Zoe McKenna of British Columbia Review called the novel a "thrilling experience," praising its references to Internet culture, its unreliable narrator, and its ambiguous ending. McKenna notes that the characters "fall into the footsteps of a long legacy of one-note horror leads. Fans of the genre know this story well. The foolish protagonist makes mistake after mistake, as the audience cries out in agitation." According to the review, this trope is "what the horror genre is all about." Publishers Weekly called the novel "a winner", praising Kliewer's "atmosphere and wicked sense of humor". Elyssa Everling of Library Journal gave the novel a starred review, calling it "a twisted horror novel that blurs the boundary between reality and delusions." Everling wrote that the book was a "terrifying tale for fans of Christopher Golden’s The House of Last Resort."

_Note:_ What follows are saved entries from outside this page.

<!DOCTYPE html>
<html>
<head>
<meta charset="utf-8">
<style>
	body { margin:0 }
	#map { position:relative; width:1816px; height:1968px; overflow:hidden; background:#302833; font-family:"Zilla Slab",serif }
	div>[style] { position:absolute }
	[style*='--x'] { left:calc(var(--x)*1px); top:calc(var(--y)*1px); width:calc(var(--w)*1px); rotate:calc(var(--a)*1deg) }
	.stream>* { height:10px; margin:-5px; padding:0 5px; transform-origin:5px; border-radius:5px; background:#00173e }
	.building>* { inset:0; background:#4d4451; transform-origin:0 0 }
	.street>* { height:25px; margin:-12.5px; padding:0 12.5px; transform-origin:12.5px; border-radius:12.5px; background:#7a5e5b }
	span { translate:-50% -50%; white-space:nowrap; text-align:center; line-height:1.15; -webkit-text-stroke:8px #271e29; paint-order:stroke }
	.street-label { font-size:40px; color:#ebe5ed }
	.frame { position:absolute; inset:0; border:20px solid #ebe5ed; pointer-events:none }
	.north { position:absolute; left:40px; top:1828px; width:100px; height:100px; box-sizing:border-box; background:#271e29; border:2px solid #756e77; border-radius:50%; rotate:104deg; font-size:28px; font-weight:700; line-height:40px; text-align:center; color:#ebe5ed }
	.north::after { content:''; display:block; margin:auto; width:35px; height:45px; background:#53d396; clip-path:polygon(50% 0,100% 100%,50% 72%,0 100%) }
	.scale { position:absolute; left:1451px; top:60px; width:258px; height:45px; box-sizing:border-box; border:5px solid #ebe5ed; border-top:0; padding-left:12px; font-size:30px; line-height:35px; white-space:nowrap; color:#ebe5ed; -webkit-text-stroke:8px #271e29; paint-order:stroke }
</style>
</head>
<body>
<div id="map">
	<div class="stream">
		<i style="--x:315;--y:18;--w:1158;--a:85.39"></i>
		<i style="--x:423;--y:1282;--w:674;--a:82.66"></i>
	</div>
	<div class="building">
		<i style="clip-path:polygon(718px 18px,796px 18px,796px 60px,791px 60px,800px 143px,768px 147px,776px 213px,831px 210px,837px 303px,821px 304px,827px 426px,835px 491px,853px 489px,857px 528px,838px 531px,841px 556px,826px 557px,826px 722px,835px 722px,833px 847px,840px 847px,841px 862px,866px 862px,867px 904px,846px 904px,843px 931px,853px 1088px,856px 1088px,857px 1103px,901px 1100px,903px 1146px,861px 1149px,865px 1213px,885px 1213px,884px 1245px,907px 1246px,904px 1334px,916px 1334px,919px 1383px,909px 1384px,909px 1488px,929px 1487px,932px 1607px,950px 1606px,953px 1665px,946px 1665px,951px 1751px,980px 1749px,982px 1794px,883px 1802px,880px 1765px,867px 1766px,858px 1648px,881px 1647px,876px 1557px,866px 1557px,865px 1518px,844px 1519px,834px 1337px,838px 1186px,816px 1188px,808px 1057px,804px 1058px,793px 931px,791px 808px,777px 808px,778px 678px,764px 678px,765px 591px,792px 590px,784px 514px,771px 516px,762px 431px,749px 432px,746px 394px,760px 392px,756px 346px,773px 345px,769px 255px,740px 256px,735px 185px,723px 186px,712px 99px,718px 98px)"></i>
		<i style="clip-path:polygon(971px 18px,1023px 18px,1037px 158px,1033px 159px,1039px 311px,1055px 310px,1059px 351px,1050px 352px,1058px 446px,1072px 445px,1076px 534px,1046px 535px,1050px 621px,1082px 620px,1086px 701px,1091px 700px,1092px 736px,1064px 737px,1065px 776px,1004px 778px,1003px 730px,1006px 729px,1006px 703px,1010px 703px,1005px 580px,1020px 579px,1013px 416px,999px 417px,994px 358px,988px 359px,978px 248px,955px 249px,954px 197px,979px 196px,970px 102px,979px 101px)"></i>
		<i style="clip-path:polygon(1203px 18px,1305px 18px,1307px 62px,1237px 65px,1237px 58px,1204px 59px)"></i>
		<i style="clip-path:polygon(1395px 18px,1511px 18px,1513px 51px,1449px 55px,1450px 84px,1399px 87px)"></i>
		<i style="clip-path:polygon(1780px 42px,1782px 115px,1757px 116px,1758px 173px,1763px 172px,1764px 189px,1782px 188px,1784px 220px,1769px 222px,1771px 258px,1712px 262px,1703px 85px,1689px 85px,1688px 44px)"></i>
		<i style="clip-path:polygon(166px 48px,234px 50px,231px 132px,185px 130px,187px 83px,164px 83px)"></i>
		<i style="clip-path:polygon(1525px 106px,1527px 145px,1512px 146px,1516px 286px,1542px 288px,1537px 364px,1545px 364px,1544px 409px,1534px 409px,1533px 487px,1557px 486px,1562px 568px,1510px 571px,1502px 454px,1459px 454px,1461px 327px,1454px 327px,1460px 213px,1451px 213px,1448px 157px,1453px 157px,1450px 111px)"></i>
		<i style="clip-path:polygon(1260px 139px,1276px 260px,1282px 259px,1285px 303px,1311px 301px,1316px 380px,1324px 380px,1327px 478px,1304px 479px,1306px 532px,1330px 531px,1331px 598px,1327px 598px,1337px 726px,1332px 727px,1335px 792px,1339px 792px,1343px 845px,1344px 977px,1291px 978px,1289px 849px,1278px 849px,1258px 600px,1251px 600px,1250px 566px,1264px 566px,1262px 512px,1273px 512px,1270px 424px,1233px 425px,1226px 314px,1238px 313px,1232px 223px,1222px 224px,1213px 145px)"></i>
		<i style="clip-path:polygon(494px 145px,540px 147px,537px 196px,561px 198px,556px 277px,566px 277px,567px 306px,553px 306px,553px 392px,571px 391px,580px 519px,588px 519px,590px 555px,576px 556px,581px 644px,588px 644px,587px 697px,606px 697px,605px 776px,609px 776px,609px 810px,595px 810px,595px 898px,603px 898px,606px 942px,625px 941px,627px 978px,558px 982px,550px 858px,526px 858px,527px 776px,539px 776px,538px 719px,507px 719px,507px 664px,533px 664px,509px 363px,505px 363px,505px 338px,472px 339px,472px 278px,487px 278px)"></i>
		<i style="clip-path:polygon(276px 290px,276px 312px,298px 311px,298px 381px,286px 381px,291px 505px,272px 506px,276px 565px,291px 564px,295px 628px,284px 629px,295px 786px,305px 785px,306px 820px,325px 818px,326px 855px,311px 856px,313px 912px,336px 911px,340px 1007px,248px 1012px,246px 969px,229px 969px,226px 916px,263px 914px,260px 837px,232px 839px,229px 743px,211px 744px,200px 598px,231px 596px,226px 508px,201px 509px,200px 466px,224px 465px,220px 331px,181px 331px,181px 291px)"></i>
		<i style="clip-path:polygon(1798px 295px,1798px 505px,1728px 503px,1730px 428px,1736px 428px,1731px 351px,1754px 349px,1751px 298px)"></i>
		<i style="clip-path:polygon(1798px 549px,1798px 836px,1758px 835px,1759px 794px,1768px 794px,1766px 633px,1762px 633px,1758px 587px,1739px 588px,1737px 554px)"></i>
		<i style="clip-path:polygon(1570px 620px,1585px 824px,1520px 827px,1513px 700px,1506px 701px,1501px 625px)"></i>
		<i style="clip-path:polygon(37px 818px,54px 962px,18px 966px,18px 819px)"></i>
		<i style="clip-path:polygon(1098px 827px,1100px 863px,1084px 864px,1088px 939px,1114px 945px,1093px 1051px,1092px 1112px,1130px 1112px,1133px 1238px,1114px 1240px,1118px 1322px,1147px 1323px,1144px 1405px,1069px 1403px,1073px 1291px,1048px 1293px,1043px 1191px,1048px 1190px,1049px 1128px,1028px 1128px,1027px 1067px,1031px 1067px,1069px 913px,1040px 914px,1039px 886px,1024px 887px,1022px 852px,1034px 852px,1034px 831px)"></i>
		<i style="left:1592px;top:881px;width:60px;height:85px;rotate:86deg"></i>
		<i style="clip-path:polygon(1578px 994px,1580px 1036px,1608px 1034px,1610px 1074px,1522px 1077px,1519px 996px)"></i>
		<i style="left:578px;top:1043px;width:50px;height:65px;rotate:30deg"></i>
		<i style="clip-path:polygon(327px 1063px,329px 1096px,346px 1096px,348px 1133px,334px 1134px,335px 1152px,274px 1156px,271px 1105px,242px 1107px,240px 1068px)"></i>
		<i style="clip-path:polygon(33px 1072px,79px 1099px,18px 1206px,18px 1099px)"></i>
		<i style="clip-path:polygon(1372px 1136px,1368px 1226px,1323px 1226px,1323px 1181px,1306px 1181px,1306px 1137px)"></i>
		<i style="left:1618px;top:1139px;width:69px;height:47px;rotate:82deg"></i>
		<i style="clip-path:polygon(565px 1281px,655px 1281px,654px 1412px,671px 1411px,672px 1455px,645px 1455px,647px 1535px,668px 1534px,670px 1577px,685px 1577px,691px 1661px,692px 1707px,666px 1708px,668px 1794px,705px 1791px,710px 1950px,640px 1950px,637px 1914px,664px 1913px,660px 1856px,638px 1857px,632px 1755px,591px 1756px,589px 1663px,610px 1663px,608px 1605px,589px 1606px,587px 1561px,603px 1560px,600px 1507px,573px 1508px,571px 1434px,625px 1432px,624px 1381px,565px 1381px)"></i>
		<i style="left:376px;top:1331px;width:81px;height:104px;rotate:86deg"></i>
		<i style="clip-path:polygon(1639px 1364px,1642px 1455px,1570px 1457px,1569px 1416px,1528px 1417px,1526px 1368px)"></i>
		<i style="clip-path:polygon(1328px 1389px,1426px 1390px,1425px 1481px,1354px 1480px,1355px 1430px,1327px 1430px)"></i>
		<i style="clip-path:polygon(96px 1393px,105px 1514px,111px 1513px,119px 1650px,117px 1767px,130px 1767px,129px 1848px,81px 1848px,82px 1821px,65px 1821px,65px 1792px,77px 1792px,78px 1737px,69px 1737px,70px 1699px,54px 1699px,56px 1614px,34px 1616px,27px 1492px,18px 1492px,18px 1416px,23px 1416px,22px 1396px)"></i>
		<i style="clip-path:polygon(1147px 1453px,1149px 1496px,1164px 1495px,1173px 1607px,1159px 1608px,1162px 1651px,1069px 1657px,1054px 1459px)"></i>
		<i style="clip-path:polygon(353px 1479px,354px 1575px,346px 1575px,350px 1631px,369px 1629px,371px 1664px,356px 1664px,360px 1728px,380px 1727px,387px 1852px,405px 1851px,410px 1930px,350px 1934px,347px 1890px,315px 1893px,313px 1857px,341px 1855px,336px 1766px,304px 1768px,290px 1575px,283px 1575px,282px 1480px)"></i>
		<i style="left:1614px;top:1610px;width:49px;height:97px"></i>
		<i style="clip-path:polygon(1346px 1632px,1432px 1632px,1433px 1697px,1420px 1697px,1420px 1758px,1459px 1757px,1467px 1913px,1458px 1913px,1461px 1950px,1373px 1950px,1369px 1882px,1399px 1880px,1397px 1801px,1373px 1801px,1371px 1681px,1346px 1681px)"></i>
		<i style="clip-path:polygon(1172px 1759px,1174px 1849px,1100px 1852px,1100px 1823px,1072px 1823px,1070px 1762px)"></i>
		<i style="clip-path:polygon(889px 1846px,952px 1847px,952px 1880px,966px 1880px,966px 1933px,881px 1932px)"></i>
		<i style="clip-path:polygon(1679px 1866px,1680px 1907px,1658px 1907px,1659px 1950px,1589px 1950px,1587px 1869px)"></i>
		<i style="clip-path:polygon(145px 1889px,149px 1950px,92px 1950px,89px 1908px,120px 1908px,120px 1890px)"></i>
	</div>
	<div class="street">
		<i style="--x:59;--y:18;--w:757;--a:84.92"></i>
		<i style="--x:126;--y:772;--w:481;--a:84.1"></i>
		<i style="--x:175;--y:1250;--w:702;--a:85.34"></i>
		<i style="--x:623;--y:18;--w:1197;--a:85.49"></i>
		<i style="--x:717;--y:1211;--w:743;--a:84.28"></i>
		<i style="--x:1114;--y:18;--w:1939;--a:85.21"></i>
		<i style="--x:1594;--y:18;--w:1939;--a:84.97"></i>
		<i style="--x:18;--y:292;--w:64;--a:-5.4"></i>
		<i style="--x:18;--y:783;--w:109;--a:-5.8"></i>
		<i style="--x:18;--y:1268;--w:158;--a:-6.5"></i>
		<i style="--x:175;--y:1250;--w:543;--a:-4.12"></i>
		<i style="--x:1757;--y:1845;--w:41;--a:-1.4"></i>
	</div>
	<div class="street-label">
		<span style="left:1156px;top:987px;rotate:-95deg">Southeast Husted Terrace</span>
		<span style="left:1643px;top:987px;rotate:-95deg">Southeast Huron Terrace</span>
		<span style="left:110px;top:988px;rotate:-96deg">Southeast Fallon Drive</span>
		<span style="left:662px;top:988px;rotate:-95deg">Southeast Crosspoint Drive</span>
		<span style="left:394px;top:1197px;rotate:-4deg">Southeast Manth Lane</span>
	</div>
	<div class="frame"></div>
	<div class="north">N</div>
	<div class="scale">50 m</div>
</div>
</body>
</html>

Kirkus Reviews called the novel "original and extremely scary", particularly praising Eve's storyline. The review felt that the conspiracy theory interludes "[feel] jarring at times, as we’re reluctantly pulled away from Eve’s gripping tale". Nonetheless, the review concluded that the novel was a "frighteningly good debut."

Kliewer won the Kobo Emerging Writer Prize for speculative fiction in 2026.

==Adaptations==

According to Pink News, Netflix acquired film rights to the story in 2021. Blake Lively is set to star and co-produce the film. As of November 2025, there is no release date for the project.